### Task description
Your job is to set down the stretch of entries that opens with the line containing "function write(font, color, halo, rows, align" and closes with the line containing "const shadow = new". Keep both end lines, copy each exactly, and add nothing.

### Data in this exercise
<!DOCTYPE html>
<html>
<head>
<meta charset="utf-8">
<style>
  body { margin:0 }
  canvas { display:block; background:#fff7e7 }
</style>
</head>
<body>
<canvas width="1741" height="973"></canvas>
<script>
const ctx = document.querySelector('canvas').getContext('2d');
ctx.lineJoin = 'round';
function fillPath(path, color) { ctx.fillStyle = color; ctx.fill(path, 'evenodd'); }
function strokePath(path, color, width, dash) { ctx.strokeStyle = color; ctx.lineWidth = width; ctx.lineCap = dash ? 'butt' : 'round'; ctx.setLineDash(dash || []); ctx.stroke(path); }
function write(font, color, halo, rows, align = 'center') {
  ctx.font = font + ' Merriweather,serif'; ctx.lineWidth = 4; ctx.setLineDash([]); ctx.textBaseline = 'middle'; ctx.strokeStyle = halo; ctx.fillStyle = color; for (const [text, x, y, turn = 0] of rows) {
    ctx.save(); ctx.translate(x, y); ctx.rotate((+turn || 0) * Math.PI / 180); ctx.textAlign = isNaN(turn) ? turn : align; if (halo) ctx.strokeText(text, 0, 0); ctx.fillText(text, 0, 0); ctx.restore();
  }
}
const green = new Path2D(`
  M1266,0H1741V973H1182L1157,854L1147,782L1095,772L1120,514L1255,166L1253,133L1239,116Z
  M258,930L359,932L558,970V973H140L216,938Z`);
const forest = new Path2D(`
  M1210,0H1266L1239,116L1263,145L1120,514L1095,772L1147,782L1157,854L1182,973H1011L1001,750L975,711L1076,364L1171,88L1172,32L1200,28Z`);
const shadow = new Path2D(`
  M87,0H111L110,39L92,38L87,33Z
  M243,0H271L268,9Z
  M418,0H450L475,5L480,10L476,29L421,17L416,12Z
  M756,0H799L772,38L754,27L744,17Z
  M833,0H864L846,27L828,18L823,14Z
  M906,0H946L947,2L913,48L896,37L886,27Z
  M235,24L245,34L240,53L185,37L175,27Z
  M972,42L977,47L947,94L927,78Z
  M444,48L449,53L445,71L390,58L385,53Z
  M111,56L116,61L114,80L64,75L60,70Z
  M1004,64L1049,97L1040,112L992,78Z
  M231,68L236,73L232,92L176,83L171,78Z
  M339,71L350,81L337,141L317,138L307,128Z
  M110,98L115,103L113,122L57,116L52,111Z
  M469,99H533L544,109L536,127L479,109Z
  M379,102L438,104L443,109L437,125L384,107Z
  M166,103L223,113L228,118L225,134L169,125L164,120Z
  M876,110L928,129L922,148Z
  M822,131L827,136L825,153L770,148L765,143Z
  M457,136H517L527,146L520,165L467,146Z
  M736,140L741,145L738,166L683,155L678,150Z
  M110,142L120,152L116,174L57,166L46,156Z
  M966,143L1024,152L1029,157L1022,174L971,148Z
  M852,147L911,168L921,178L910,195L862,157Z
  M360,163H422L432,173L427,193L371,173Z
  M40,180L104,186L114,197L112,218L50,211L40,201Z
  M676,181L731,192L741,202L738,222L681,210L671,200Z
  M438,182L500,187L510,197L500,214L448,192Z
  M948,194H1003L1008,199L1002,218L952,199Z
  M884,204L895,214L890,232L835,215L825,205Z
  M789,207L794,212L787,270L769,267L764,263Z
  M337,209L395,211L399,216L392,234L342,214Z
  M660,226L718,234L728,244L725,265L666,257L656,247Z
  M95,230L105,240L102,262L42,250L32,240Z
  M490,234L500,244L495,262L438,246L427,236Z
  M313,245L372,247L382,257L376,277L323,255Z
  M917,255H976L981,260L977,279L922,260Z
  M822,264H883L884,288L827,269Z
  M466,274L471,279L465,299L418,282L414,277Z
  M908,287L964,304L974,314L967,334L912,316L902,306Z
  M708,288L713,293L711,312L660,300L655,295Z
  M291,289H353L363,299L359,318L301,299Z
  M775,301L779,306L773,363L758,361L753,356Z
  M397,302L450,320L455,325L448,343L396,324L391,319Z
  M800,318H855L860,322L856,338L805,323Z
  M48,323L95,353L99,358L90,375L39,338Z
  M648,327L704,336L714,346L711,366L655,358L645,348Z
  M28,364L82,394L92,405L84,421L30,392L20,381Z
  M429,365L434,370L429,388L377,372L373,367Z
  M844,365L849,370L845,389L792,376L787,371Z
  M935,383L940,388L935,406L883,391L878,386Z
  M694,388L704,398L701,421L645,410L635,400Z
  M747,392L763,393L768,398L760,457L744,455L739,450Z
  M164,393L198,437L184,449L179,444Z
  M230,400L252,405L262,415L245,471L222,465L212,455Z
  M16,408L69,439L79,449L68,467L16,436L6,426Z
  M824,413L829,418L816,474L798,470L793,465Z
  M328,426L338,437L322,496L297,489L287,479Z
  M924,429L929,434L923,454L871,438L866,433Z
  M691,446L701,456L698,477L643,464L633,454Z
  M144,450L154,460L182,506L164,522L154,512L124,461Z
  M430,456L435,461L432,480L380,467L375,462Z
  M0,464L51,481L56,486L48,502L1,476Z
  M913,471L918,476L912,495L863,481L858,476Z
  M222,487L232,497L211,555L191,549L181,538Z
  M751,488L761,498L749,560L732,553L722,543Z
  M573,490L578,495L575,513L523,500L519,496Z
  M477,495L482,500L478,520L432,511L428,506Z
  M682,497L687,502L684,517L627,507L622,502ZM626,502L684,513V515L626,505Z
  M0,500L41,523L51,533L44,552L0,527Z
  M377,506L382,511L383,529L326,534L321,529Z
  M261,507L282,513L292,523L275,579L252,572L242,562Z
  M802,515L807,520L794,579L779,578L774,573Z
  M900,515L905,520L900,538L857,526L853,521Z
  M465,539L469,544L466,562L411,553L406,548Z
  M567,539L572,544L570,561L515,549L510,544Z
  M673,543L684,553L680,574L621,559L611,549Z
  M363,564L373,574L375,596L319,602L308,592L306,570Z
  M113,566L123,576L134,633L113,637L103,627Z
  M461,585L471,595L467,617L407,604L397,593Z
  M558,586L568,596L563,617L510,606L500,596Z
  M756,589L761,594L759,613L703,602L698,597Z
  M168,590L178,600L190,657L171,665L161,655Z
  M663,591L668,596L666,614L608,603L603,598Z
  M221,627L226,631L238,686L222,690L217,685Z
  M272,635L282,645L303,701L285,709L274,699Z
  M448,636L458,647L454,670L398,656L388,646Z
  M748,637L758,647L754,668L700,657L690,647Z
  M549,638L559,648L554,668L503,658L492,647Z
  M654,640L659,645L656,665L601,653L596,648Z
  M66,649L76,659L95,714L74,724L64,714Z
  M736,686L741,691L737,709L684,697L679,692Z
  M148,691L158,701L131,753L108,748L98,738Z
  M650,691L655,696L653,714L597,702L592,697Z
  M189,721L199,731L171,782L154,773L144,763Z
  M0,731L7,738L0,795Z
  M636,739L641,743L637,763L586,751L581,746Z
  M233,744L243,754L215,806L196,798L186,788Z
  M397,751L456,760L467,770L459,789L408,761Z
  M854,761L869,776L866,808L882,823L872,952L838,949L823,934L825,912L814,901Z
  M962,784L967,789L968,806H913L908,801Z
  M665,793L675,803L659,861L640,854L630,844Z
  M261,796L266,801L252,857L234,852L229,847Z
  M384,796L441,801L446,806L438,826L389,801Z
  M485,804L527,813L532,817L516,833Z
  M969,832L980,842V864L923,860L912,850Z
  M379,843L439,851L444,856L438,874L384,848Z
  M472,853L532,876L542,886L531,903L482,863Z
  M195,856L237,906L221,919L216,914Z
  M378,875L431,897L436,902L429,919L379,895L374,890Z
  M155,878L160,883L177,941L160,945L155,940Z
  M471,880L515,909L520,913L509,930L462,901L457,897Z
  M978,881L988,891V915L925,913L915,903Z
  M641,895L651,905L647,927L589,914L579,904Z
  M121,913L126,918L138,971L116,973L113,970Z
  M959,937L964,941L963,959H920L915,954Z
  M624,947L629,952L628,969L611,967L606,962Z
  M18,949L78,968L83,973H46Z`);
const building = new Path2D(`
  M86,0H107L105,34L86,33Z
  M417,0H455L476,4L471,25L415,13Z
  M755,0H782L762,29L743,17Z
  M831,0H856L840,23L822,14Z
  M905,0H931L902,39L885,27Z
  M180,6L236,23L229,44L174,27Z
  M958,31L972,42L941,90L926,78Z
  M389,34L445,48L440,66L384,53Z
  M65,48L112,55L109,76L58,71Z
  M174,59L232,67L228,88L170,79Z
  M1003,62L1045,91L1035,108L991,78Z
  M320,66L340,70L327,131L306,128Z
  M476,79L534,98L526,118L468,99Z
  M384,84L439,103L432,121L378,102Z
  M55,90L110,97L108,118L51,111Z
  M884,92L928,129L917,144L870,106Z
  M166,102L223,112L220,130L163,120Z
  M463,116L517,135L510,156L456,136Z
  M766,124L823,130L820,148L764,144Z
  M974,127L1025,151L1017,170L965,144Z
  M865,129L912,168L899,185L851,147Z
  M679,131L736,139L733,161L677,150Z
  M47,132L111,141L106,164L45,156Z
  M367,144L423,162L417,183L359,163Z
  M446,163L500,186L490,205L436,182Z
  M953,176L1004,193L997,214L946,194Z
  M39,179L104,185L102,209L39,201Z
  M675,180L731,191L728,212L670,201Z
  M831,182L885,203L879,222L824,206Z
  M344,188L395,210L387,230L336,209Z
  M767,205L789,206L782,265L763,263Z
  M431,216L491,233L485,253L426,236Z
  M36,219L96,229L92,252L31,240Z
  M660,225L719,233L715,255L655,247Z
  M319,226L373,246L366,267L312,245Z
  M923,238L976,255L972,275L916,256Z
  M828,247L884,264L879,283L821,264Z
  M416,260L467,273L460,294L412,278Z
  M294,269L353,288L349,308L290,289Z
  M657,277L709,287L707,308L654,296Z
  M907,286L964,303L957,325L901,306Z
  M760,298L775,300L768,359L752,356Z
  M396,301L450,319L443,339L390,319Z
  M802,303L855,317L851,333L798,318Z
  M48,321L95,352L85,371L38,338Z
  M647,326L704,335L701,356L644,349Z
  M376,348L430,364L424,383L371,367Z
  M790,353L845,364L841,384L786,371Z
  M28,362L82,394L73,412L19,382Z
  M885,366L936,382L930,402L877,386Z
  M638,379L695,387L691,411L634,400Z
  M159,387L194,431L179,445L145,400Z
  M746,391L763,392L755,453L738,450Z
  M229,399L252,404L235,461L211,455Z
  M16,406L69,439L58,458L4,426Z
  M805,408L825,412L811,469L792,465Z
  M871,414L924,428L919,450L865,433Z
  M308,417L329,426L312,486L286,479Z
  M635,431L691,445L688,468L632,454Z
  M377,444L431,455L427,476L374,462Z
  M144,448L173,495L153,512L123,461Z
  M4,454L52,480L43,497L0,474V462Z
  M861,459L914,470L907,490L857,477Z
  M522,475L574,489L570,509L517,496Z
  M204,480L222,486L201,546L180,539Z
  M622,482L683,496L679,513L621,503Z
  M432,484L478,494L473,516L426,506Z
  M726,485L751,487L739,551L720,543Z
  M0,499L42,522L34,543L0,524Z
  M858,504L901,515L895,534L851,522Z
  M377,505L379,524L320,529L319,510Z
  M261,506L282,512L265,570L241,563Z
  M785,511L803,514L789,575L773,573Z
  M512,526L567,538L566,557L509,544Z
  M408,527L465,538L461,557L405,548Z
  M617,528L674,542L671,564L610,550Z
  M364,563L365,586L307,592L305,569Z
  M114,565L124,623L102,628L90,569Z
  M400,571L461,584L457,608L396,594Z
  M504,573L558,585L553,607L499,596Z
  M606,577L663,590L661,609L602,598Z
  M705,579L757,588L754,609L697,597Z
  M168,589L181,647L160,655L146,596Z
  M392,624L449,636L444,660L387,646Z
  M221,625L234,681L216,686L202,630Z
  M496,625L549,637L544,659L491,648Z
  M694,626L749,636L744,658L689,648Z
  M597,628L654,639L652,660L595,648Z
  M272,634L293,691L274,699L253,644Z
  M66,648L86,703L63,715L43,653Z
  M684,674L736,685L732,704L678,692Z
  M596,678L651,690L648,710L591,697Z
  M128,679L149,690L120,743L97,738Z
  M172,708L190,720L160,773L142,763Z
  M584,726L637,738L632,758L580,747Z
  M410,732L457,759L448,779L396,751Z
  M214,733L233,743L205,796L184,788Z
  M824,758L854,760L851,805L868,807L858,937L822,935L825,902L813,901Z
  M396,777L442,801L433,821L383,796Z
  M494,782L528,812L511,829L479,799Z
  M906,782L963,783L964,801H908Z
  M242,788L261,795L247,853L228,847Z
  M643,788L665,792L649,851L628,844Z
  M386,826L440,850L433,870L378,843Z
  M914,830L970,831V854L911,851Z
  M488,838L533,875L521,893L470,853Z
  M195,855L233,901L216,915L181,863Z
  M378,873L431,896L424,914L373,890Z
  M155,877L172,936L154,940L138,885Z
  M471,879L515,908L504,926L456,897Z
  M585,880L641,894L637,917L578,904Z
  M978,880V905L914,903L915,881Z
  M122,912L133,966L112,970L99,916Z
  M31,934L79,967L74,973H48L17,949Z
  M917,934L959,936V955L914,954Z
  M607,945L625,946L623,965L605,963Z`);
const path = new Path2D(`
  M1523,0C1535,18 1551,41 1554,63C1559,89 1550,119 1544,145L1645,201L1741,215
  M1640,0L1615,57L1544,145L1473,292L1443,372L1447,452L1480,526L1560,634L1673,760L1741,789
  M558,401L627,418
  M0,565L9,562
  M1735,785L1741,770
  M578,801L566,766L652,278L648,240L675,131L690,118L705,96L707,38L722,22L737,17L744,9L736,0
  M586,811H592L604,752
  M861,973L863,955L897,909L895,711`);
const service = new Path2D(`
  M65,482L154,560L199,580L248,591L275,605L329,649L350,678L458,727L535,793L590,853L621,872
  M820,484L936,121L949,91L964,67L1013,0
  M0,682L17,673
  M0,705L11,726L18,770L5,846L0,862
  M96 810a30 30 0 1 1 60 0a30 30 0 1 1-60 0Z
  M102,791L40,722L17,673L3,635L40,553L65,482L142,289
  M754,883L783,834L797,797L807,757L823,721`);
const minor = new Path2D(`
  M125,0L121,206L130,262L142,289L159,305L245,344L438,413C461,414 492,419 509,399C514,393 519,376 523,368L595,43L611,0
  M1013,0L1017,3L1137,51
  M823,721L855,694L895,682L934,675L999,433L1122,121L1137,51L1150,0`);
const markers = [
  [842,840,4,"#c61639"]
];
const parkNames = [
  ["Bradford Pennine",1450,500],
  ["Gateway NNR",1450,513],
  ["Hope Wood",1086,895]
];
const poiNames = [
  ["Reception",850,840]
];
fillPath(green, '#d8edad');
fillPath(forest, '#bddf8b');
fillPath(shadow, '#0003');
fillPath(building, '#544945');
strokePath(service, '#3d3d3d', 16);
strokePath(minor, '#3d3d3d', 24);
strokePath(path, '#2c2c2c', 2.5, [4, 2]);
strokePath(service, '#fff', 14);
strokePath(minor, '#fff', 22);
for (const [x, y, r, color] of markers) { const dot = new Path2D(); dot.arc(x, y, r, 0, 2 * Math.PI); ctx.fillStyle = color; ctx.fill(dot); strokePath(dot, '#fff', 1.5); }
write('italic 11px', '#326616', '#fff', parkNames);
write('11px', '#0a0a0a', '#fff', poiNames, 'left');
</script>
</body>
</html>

### Task response
function write(font, color, halo, rows, align = 'center') {
  ctx.font = font + ' Merriweather,serif'; ctx.lineWidth = 4; ctx.setLineDash([]); ctx.textBaseline = 'middle'; ctx.strokeStyle = halo; ctx.fillStyle = color; for (const [text, x, y, turn = 0] of rows) {
    ctx.save(); ctx.translate(x, y); ctx.rotate((+turn || 0) * Math.PI / 180); ctx.textAlign = isNaN(turn) ? turn : align; if (halo) ctx.strokeText(text, 0, 0); ctx.fillText(text, 0, 0); ctx.restore();
  }
}
const green = new Path2D(`
  M1266,0H1741V973H1182L1157,854L1147,782L1095,772L1120,514L1255,166L1253,133L1239,116Z
  M258,930L359,932L558,970V973H140L216,938Z`);
const forest = new Path2D(`
  M1210,0H1266L1239,116L1263,145L1120,514L1095,772L1147,782L1157,854L1182,973H1011L1001,750L975,711L1076,364L1171,88L1172,32L1200,28Z`);
const shadow = new Path2D(`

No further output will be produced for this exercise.